Re: [PATCH v2] xhci: fix runtime PM imbalance in USB2 resume

From: Mathias Nyman
Date: Tue Mar 01 2022 - 10:47:50 EST


On 1.3.2022 12.28, Henry Lin wrote:
>>> USB2 resume starts with usb_hcd_start_port_resume() in port status
>>> change handling for RESUME link state. usb_hcd_end_port_resume() call is
>>> needed to keep runtime PM balance.
>
>> For normal usb2 port resume the usb_hcd_end_port_resume() is called when resume
>> has been signaled for long enough in xhci_handle_usb2_port_link_resume().
>>
>> This is also where driver directs the port to go from Resume state to U0.
>> Port can't do this without driver directing it.
>>
>> If there's a failure during resume signaling (disconnect, reset, error) then
>> stale resume variables are detected in xhci_get_port_status() and
>> usb_hcd_end_port_resume() is called.
>
>> I do now see a231ec41e6f6 ("xhci: refactor U0 link state handling in get_port_status")
>> does change order of checking and clearing stale resume variables, but this should
>> only happen if the first port state we read is a fully enabled functional U0 state after
>> a failed resume.
>
>> Could you expand a bit how this was detected?
> We observed the racing issue when usb2 device-initiated resume occurs in system resume.
> If usb2 host-initiated resume for system resume directs U0 before xhci_get_usb2_port_status()
> see RESUME state, xhci_get_usb2_port_status() will not finish resume process in
> xhci_handle_usb2_port_link_resume(). Its scenario is as follows:
>
> 1. System resume starts. All driver system resume callbacks get called in order. XHCI controller
> is resumed by xhci_resume().
> 2. USB2 root hub is resuming. hcd_bus_resume() is being executed.
> 3. Before xhci_bus_resume() is finished, XHCI driver receives a port status change event for
> an USB2 port with RESUME link state in xhci_irq().

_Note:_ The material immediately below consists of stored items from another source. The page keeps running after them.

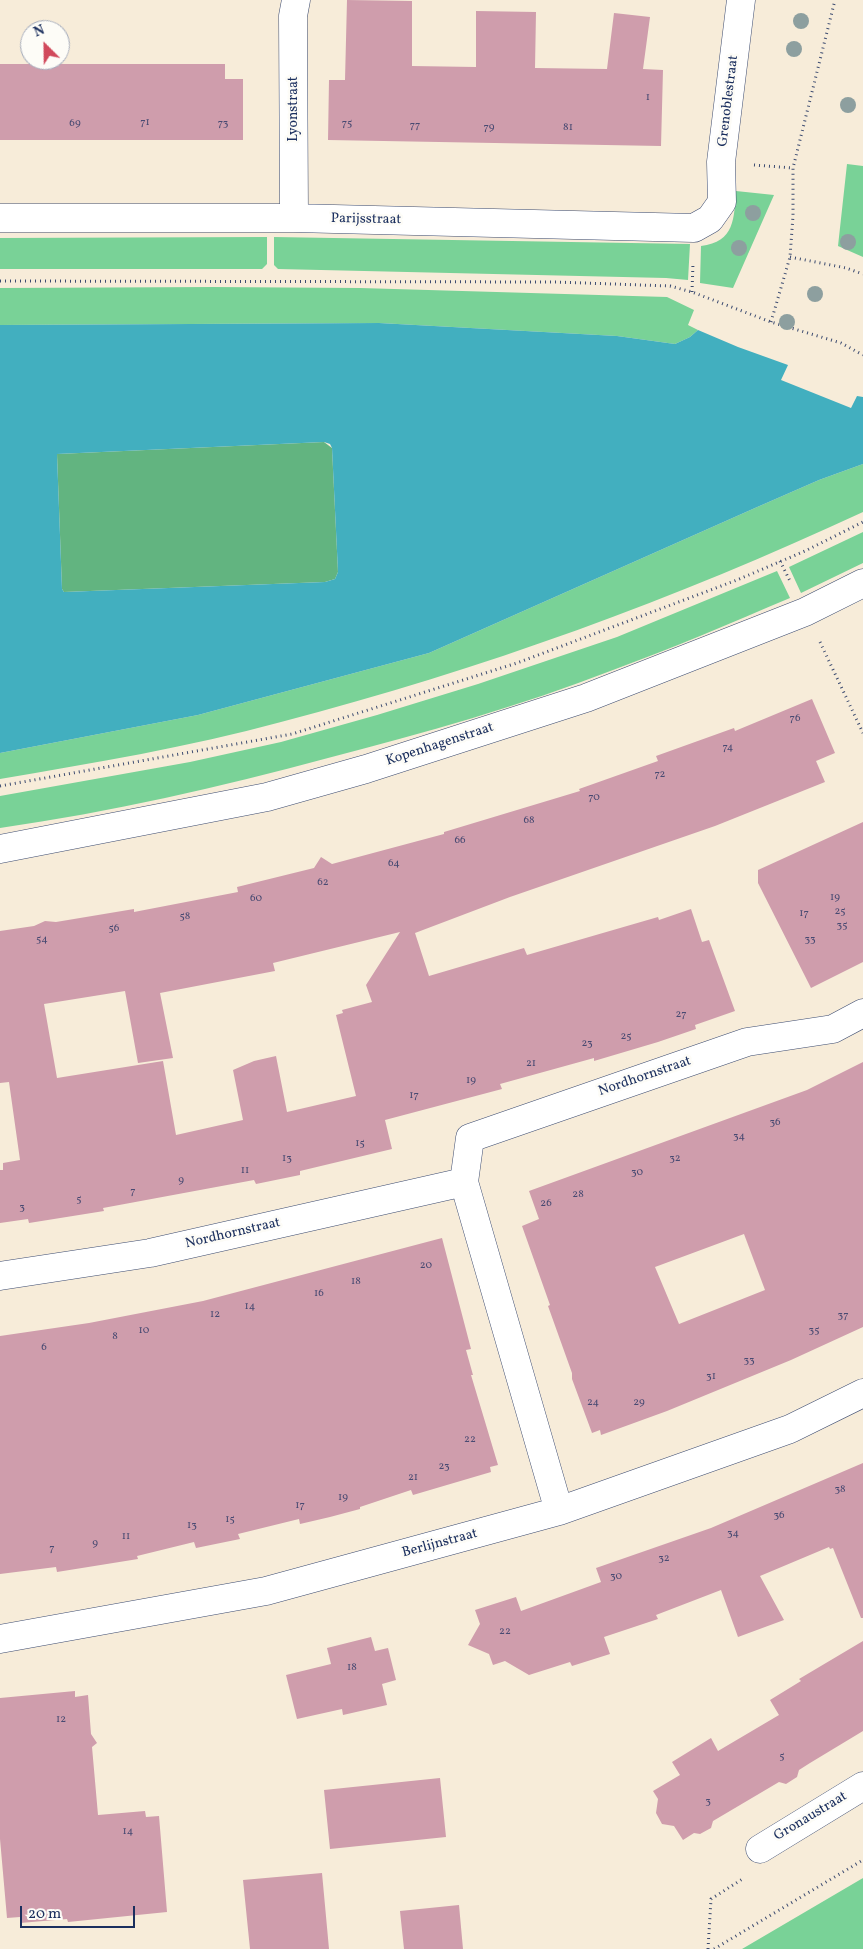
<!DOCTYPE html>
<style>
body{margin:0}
#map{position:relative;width:863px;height:1949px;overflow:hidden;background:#f7ecd9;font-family:Vollkorn,serif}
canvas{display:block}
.north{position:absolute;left:20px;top:20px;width:50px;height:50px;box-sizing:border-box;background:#fdfcf7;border:1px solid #a3aaba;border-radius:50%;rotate:337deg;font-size:14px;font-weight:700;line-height:20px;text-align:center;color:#1b2f5e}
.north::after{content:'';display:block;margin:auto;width:18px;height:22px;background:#d1495b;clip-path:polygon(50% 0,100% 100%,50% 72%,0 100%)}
.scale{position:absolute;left:20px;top:1906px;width:115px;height:22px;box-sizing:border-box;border:2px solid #1b2f5e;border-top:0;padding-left:6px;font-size:15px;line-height:18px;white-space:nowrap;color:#1b2f5e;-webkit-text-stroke:4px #fdfcf7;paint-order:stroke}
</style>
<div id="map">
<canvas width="863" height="1949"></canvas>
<div class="north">N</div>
<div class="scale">20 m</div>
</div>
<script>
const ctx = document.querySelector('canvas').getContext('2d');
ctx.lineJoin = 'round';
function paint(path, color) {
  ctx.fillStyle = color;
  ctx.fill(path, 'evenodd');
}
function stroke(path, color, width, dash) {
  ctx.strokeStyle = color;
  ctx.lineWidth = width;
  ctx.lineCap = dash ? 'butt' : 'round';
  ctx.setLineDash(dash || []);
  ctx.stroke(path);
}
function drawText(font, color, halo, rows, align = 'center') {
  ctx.font = font + ' Vollkorn,serif';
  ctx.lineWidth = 5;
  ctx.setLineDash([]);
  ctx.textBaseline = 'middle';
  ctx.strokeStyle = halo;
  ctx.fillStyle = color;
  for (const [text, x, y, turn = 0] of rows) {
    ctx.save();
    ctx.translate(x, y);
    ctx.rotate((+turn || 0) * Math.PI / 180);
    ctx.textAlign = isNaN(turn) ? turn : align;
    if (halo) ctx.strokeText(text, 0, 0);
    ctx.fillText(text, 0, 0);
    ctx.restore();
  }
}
paint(new Path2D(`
 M847 164 863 166V257L838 246Z
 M736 191 774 195 733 288 700 283 701 246C735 242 734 218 736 191Z
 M267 237V264L262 269H0V238Z
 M274 237 690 244 688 280 666 278 278 269 274 265Z
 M213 287 360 288 667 297 694 310 688 325 698 330 690 337 675 344 617 336 379 323 0 325V288Z
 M863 464V512C676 599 481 670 281 722 189 747 94 763 0 779V753L198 715 429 653 755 508 819 480Z
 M863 532V563L801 593 789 567Z
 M777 571 790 598C731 623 673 648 613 670 521 706 424 733 328 758 220 787 111 812 0 828V796L190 762 281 742 377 715 478 684 617 637Z
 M863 1877V1949H742L863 1878Z`), '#79d297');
paint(new Path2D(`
 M324 442 332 448 338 572 335 579 325 582 64 592 62 589 57 454Z`), '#62b480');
paint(new Path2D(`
 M379 323 617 336 675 344 690 337 698 330 738 347 788 365 781 380 851 408 857 396 863 397V464L819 480 755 508 429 653 198 715 0 753V325ZM324 442 330 444 332 448 338 572 335 579 325 582 64 592 62 589 57 454Z`), '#42afbf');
paint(new Path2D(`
 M347 0 412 1V66L476 67V11L536 12 535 68 607 69 614 13 650 17 643 69 663 70 661 146 328 140 329 80H345Z
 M0 64H225V79H243V140H0Z
 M812 699 835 753 816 761 825 782 715 826 510 897 415 933 429 976 524 948 527 955 658 917 659 920 691 909 702 942 709 940 735 1011 695 1025 696 1029 658 1042 594 1061V1058L500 1084 502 1089 385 1120 392 1149 300 1171V1175L256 1184 254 1180 103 1208 104 1211 29 1223 28 1219 0 1223V1170H3V1163L20 1160 9 1082 0 1083V931L34 926 45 921 56 922 134 909V912L238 892 237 887 314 868 321 857 332 864 444 834V832L580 791 579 789 658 761 656 756 734 728 735 731ZM400 932 366 985 372 1002 342 1010 343 1013 336 1015 356 1096 287 1112 276 1056 254 1061 233 1070 243 1120 176 1135 163 1061 57 1078 44 1004 125 991 138 1063 173 1058 160 993 275 971 273 963Z
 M863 822V962L811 988 758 883V870Z
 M863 1062V1327L791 1360 667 1411 601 1435 600 1430 592 1433 572 1379V1373L548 1306 550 1305 522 1226 539 1219 529 1191 807 1090ZM744 1234 765 1290 679 1324 655 1267Z
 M442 1238 471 1349 466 1350 473 1375H471L498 1465 490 1467 491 1472 413 1495 411 1490 360 1507V1509L330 1517 300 1524 299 1519 238 1534 240 1539 196 1548 194 1542 137 1556 138 1559 57 1572 56 1567 0 1574V1336L89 1323 203 1301Z
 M863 1463V1618H861L833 1548 830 1549 829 1547 760 1576 784 1620 738 1637 721 1590 656 1615 658 1619 604 1637 610 1654 572 1666 570 1662 529 1675 505 1661 493 1665 489 1654 468 1645 480 1624 475 1610 516 1597 521 1611 601 1582 596 1568 711 1528Z
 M371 1637 375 1651 388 1648 396 1680 382 1684 387 1705 343 1715 342 1709 297 1719 286 1675 331 1664 327 1648Z
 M863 1641V1731L810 1763 799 1770 797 1777 786 1784 779 1782 713 1821 711 1828 700 1834 694 1833 683 1840 674 1826 662 1824 656 1813 658 1799 653 1791 680 1775 672 1762 711 1738 718 1751 779 1715 770 1700 801 1681 799 1679Z
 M75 1691V1697L88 1695 91 1734 97 1743 92 1747 98 1815 145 1811 146 1817 159 1816 167 1912 68 1922 67 1919 20 1923V1917L7 1918 0 1839V1698Z
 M440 1778 446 1837 330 1849 324 1790Z
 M322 1873 329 1949H250L243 1880Z
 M459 1905 463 1949H404L400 1911Z`), '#cf9dac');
const minor = new Path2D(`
 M0 218H294L694 228 710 219 722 202 721 162 741 0
 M294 218 293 16 296 0
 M0 849 267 797 366 769 586 698 805 612 863 583
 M0 1276 150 1253 464 1182
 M559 1511 464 1182 470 1138 747 1042 833 1029 863 1013
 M0 1639 266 1591 559 1511 790 1429 863 1393
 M760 1849 863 1786`);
stroke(minor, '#3c4b70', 29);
stroke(new Path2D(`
 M754 165 793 168
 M790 257 846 268 863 274
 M0 281 555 282 670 286 692 292 771 322 841 343 863 355
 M692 292 693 263
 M771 322 790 257 793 216V168L835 0
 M780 561 791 583
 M820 642 863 733
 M0 786 292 734 517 663 737 580 805 551 863 522
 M708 1949 711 1899 744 1878
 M714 1949 863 1860`), '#3c4b70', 3, [1, 4]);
stroke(minor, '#fff', 28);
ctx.fillStyle = '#8d9f9f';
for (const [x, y] of [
 [801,21],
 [794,49],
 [848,105],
 [753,213],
 [848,242],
 [739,248],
 [815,294],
 [787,322]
]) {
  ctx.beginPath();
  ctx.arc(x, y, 8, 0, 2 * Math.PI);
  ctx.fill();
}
drawText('11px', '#484a72', null, [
 ["1",648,98],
 ["71",145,123],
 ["69",75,124],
 ["73",223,124],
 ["75",347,124],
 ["77",415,126],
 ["79",489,128],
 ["81",568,128],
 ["76",795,719],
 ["74",728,748],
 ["72",660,775],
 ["70",594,798],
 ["68",529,821],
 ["66",460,841],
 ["64",394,864],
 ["62",323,883],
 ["19",835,898],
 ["60",256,899],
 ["25",840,912],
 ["17",804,914],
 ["58",185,917],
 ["35",842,926],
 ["56",114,929],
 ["54",42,940],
 ["33",810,940],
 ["27",681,1015],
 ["25",626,1037],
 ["23",587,1044],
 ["21",531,1064],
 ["19",471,1081],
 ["17",414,1096],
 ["36",775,1123],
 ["34",739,1137],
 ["15",360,1144],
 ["13",287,1159],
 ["32",675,1159],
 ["11",245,1171],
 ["30",637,1173],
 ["9",181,1181],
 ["7",133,1192],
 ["28",578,1195],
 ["5",79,1200],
 ["26",546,1204],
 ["3",22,1208],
 ["20",426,1266],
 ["18",356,1282],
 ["16",319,1294],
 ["14",250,1307],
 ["12",215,1315],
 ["37",843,1316],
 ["10",144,1331],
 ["35",814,1331],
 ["8",115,1337],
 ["6",44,1348],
 ["33",749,1361],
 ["31",711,1377],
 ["24",593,1403],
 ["29",639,1403],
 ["22",470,1440],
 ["23",444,1467],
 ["21",413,1478],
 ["38",840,1490],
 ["19",343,1498],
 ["17",300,1506],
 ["36",779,1516],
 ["15",230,1520],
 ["13",192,1526],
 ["34",733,1534],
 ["11",126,1537],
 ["9",95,1544],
 ["7",52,1549],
 ["32",664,1559],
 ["30",616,1577],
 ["22",505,1632],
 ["18",352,1668],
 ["12",61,1720],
 ["5",782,1757],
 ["3",708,1802],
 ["14",128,1832]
]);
drawText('14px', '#1b2f5e', '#fdfcf7', [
 ["Grenoblestraat",729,101,-83],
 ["Lyonstraat",294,109,-90],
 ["Parijsstraat",366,220,1],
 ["Kopenhagenstraat",440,745,-18],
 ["Nordhornstraat",645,1077,-19],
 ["Nordhornstraat",233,1234,-13],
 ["Berlijnstraat",440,1544,-15],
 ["Gronaustraat",811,1817,-31]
]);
</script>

XHCI driver starts the process to resume
> HS port for device-initiated resume.
> 4. In xhci_bus_resume(), host-initiated resume (direct U0) is performed on the same port that is
> resuming in step 3 in below loop:
>
> if (bus_state->bus_suspended) {
> spin_unlock_irqrestore(&xhci->lock, flags);
> msleep(USB_RESUME_TIMEOUT);
> spin_lock_irqsave(&xhci->lock, flags);
> }
> for_each_set_bit(port_index, &bus_state->bus_suspended,
> BITS_PER_LONG) {
> /* Clear PLC to poll it later for U0 transition */
> xhci_test_and_clear_bit(xhci, ports[port_index],
> PORT_PLC);
> xhci_set_link_state(xhci, ports[port_index], XDEV_U0);
> }
> 5. Then, link state of the resuming port is observed as U0 in following
> xhci_get_usb2_port_status(). xhci_handle_usb2_port_link_resume() has
> no chance to get called on the resuming port.
>

True, thanks for the explanation.
If there's a race between system resume and device-initiated resume, and port is resumed
in xhci_bus_resume() then yes I see how this could happen.

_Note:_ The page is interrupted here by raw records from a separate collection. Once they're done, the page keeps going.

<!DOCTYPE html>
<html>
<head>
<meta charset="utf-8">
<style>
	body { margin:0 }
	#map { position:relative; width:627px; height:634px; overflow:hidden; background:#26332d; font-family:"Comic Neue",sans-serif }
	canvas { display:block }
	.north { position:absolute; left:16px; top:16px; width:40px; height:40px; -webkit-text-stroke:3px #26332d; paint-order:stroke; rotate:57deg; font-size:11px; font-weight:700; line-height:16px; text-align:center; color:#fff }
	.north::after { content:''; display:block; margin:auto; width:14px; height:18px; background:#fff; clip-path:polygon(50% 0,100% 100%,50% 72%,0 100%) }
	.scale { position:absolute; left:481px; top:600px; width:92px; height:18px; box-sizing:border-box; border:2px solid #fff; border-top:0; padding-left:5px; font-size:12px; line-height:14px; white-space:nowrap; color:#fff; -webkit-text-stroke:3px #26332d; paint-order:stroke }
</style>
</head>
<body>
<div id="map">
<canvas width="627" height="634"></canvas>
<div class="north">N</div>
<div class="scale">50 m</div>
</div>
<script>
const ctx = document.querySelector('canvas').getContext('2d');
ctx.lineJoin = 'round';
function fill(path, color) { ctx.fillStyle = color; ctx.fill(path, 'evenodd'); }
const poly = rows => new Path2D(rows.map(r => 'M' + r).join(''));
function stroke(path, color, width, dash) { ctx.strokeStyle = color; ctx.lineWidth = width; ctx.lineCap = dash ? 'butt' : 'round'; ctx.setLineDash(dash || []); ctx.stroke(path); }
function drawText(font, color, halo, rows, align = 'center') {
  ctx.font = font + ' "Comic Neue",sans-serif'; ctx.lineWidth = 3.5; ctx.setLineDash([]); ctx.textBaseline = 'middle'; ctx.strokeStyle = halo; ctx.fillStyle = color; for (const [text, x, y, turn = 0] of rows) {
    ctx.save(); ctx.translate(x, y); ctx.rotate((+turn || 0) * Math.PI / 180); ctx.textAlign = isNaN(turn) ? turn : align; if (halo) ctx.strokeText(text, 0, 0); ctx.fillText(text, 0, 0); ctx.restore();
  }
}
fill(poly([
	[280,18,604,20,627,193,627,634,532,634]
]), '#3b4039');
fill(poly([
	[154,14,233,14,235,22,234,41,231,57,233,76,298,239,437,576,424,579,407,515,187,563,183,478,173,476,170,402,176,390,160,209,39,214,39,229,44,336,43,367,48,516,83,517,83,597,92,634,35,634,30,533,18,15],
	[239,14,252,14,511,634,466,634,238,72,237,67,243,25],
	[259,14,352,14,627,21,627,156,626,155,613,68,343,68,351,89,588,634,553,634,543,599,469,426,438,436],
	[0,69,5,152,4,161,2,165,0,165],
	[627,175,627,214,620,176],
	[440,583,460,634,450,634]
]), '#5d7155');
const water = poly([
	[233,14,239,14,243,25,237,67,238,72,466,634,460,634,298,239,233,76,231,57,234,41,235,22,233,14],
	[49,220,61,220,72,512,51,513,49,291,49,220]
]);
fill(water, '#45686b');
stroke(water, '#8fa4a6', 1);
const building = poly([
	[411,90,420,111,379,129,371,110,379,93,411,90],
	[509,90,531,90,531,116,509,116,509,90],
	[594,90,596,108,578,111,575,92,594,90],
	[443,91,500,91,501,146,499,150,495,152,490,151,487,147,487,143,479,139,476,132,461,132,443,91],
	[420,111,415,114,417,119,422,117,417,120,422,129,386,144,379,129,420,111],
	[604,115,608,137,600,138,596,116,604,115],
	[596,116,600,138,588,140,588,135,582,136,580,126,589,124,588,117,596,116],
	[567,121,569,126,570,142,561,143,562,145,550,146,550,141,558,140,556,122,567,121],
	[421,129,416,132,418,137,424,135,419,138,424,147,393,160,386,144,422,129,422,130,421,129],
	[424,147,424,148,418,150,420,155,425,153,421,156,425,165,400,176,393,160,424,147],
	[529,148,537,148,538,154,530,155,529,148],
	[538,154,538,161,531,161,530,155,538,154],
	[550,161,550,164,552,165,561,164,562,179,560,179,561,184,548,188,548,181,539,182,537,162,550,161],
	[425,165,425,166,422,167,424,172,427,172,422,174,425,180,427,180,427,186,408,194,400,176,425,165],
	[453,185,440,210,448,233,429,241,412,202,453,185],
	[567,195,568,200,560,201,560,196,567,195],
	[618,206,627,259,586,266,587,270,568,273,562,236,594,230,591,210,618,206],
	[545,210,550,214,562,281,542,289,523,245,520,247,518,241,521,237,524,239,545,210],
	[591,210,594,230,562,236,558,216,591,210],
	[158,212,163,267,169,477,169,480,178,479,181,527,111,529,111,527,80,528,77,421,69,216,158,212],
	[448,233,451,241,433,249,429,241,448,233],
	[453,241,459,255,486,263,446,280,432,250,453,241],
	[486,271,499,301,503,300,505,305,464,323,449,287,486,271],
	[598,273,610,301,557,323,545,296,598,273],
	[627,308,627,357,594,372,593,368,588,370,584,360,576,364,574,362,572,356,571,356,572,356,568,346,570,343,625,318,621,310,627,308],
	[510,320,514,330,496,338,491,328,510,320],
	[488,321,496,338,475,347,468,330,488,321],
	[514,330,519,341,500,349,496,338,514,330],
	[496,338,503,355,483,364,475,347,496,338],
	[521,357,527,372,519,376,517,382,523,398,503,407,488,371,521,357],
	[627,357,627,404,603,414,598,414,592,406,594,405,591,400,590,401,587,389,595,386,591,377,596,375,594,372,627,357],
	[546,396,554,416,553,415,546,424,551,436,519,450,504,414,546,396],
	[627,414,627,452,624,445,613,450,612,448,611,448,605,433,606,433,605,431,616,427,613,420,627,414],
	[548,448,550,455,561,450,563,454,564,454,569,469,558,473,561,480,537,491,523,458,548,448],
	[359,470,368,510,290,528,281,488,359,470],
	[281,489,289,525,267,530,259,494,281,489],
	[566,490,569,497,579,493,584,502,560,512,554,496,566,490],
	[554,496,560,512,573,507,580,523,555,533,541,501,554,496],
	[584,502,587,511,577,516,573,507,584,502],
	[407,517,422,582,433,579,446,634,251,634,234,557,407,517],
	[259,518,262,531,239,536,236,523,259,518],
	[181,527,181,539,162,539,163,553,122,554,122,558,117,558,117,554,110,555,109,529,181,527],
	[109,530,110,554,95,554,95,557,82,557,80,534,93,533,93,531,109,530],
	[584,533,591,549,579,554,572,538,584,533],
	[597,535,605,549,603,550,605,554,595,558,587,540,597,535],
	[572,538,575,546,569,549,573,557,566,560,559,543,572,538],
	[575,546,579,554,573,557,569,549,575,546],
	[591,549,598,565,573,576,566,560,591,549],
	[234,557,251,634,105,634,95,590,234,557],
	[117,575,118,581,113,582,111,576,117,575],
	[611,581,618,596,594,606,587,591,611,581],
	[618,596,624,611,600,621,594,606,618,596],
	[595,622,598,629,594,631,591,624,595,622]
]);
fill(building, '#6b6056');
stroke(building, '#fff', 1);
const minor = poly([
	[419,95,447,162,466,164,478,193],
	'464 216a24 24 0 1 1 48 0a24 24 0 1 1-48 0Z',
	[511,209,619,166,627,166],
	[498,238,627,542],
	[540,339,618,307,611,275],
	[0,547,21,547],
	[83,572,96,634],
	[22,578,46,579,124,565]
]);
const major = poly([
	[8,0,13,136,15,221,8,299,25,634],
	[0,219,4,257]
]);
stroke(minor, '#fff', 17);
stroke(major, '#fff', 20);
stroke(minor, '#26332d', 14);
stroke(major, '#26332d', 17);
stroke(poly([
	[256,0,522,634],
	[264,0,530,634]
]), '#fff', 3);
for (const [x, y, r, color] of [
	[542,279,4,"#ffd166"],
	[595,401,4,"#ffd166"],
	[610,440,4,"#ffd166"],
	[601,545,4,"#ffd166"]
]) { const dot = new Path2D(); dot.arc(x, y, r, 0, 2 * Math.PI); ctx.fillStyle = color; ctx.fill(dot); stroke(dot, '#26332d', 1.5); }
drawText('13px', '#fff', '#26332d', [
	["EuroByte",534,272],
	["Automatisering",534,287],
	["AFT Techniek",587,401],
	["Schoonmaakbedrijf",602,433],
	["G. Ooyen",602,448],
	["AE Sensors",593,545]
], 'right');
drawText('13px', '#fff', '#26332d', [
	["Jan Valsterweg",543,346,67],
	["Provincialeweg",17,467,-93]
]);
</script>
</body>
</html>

Maybe only call usb_hcd_end_port_resume() if xhci_irq() detected the device-initiated
resume. i.e. set a value to resume_done[portnum] and called usb_hcd_start_port_resume()
something like:

@@ -1088,6 +1088,8 @@ static void xhci_get_usb2_port_status(struct xhci_port *port, u32 *status,
if (link_state == XDEV_U2)
*status |= USB_PORT_STAT_L1;
if (link_state == XDEV_U0) {
+ if (bus_state->resume_done[portnum])
+ usb_hcd_end_port_resume(&port->rhub->hcd->self, portnum);
bus_state->resume_done[portnum] = 0;
clear_bit(portnum, &bus_state->resuming_ports);

Also xhci_bus_resume() only resumes ports that were forcefully suspended to U3 in xhci_bus_suspend().
Could be worth checking why that device wasn't already in U3 when suspend reached xhci_bus_suspend().

Thanks
Mathias